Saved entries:
■ ■ ■ ■ ■

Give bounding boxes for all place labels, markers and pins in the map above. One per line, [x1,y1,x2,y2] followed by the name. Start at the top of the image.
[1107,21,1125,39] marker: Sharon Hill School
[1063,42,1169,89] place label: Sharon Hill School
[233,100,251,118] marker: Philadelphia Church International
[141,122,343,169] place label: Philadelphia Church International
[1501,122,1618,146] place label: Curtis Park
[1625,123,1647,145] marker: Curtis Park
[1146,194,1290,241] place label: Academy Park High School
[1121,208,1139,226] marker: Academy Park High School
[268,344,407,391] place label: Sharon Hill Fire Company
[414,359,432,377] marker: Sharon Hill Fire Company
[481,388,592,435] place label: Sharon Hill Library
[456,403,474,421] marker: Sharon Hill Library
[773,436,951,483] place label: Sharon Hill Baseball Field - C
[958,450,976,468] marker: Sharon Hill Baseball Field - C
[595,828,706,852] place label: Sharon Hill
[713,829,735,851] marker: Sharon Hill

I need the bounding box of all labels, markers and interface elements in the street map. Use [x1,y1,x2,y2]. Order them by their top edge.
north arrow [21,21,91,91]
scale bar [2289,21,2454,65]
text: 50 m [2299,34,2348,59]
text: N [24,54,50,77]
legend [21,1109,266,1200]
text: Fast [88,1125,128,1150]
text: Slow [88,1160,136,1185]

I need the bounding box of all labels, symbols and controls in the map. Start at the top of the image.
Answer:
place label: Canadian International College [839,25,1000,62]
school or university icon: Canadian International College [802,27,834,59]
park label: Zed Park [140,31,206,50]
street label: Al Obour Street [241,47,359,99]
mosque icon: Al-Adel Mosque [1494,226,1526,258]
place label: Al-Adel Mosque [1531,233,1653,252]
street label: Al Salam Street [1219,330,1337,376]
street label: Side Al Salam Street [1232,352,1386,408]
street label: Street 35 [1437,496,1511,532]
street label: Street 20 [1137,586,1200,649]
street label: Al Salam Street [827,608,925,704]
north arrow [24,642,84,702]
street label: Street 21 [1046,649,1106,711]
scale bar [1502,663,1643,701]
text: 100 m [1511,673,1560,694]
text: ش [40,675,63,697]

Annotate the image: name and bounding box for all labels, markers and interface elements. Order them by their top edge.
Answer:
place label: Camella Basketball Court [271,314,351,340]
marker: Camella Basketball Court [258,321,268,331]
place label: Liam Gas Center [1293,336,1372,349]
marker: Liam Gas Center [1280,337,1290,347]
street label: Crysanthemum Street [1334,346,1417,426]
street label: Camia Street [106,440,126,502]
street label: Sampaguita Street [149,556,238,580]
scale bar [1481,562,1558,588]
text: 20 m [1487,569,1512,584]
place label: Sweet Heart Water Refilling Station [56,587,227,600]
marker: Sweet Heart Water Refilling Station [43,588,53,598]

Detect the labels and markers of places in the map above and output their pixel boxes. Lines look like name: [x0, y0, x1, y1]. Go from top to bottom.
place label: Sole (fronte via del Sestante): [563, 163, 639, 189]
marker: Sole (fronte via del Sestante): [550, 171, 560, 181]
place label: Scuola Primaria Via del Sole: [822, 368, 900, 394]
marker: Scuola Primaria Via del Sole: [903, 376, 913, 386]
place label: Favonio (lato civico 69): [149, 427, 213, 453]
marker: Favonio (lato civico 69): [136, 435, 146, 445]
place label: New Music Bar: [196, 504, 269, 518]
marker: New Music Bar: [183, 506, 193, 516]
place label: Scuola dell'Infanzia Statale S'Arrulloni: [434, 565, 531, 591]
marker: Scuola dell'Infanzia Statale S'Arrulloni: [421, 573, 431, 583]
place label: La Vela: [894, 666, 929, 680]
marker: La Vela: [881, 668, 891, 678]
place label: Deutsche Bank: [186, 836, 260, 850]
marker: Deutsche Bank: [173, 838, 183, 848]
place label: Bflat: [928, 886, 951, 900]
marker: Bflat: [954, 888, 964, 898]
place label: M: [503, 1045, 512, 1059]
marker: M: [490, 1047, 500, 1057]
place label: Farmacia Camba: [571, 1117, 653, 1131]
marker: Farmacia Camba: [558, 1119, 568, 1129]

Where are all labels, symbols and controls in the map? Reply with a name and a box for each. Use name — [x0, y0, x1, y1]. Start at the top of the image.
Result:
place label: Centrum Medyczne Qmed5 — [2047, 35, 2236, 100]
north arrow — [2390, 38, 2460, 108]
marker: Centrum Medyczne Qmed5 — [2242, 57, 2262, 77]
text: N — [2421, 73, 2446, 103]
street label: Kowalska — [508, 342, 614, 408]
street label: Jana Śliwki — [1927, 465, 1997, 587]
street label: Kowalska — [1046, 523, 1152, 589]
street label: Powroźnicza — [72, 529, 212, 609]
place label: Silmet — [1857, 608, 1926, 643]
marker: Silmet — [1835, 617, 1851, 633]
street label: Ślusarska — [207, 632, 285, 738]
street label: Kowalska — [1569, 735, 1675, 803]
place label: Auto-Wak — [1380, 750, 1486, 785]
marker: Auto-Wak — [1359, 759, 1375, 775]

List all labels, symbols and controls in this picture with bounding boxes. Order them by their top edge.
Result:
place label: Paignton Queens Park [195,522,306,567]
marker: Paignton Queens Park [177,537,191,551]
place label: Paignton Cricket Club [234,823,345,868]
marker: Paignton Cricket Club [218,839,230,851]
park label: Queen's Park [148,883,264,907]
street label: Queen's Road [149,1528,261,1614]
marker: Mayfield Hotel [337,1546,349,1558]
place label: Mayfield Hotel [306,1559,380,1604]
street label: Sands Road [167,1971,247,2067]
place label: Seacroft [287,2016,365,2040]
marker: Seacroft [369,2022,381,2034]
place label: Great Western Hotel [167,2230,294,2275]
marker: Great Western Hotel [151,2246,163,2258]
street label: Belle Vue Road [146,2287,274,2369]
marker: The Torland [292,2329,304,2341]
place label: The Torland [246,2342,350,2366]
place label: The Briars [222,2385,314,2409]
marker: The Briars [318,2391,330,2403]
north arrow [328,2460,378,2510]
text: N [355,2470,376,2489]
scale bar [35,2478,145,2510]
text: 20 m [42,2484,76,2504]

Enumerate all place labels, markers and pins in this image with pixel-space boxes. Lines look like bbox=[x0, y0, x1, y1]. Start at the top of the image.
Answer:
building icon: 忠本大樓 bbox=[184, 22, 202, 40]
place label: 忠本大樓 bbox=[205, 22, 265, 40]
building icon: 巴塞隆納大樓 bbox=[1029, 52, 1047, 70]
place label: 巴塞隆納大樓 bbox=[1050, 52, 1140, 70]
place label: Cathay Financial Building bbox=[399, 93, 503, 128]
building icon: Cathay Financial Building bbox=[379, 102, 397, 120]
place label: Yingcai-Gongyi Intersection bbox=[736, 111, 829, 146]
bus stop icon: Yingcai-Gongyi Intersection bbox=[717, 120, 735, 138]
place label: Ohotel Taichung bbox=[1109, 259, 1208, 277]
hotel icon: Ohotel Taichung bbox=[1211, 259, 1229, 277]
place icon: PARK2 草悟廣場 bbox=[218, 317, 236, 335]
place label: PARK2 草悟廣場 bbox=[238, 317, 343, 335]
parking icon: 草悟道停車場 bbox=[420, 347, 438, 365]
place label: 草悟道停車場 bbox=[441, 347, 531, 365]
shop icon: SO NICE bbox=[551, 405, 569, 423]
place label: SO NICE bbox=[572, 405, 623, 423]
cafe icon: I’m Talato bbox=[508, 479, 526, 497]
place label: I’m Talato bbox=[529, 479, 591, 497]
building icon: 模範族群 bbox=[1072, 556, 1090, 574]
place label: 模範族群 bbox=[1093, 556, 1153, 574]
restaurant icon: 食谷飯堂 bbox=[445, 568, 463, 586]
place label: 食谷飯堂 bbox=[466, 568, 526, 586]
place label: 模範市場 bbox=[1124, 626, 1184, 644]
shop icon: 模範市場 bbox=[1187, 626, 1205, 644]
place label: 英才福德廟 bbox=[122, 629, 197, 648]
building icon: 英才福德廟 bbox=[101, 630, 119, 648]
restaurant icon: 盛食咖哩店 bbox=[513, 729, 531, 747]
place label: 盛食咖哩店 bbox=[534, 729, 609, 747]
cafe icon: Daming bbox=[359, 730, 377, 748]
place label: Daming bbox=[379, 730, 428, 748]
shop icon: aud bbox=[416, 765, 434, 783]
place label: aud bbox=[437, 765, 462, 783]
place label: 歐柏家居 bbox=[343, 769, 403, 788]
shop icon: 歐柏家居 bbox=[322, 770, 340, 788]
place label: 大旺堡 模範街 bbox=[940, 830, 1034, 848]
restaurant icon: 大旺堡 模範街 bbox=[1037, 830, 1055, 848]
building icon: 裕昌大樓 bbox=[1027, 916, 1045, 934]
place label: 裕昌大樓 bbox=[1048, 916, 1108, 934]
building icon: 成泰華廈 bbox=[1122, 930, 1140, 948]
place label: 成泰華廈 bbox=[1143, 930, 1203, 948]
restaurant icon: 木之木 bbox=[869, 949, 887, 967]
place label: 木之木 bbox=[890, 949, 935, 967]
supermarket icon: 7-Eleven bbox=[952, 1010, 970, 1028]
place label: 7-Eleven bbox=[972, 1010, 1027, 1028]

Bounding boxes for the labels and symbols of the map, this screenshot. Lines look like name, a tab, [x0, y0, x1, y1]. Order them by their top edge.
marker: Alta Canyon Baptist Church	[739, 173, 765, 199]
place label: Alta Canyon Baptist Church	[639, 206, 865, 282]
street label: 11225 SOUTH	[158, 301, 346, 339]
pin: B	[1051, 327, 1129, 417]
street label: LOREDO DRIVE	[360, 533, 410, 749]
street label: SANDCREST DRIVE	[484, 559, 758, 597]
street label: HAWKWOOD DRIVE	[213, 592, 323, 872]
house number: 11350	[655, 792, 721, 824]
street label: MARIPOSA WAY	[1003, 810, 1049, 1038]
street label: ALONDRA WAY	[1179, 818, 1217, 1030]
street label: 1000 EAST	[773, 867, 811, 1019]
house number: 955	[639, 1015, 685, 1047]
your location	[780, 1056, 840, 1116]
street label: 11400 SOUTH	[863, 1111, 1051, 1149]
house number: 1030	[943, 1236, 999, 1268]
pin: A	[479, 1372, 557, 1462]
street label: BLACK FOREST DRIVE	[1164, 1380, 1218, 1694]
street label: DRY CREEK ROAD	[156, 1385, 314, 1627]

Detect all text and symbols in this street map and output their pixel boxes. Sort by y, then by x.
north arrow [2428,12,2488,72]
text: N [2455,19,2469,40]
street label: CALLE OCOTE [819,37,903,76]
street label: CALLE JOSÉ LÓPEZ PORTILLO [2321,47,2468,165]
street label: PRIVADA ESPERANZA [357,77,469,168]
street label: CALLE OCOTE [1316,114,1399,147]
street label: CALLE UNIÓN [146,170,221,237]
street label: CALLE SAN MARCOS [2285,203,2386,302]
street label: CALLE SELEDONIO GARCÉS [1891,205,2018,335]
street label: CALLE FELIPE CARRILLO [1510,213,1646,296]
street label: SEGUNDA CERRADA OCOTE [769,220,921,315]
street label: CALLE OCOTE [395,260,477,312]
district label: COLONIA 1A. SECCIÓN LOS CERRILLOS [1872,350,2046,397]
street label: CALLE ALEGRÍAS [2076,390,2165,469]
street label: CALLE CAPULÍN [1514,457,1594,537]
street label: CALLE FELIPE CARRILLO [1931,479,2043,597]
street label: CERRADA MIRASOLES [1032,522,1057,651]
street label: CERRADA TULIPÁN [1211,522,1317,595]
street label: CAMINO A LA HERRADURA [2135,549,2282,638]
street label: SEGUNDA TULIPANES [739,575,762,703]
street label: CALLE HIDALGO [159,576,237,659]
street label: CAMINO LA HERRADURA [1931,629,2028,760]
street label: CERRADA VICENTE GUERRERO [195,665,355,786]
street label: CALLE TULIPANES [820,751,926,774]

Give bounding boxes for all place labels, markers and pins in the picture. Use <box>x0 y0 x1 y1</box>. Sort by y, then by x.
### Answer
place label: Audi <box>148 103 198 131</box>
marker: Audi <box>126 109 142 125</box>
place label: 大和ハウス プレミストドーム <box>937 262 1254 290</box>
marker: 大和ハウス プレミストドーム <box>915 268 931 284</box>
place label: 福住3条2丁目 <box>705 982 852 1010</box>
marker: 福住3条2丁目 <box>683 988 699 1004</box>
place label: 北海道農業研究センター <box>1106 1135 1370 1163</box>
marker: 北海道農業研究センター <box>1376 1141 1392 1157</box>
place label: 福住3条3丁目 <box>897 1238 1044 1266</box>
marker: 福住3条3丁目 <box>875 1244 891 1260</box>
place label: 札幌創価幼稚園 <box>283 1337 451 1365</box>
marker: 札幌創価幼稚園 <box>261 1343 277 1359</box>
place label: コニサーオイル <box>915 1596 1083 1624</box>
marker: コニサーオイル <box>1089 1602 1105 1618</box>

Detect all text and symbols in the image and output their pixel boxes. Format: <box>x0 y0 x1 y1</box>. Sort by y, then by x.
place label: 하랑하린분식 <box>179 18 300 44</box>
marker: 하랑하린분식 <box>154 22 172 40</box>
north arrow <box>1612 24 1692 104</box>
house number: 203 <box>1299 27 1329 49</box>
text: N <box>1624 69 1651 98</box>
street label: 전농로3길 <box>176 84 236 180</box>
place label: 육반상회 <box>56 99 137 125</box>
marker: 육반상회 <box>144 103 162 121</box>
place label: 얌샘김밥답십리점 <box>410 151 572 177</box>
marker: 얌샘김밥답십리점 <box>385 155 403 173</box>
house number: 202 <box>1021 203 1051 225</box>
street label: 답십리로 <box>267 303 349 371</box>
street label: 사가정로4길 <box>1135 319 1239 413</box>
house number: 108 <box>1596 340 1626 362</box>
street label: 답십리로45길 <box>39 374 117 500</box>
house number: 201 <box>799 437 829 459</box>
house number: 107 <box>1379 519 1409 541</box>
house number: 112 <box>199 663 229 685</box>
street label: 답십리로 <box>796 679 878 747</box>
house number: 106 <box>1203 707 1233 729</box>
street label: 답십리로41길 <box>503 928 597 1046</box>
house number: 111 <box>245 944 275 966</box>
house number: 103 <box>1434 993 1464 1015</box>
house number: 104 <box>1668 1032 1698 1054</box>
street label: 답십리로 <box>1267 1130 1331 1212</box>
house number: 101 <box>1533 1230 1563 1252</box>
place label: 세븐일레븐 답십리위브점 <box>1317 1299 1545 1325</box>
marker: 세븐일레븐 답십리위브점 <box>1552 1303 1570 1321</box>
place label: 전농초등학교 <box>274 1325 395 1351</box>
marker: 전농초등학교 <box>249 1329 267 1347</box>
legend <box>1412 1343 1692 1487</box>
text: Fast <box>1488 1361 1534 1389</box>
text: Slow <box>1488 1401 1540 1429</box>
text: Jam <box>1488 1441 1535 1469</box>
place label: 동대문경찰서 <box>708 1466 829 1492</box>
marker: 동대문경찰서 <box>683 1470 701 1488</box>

■ ■ ■ ■ ■

- Prompt
Find every line in the data above that holds the string "College". Give the number of such lines and nothing else.

- Written reply
2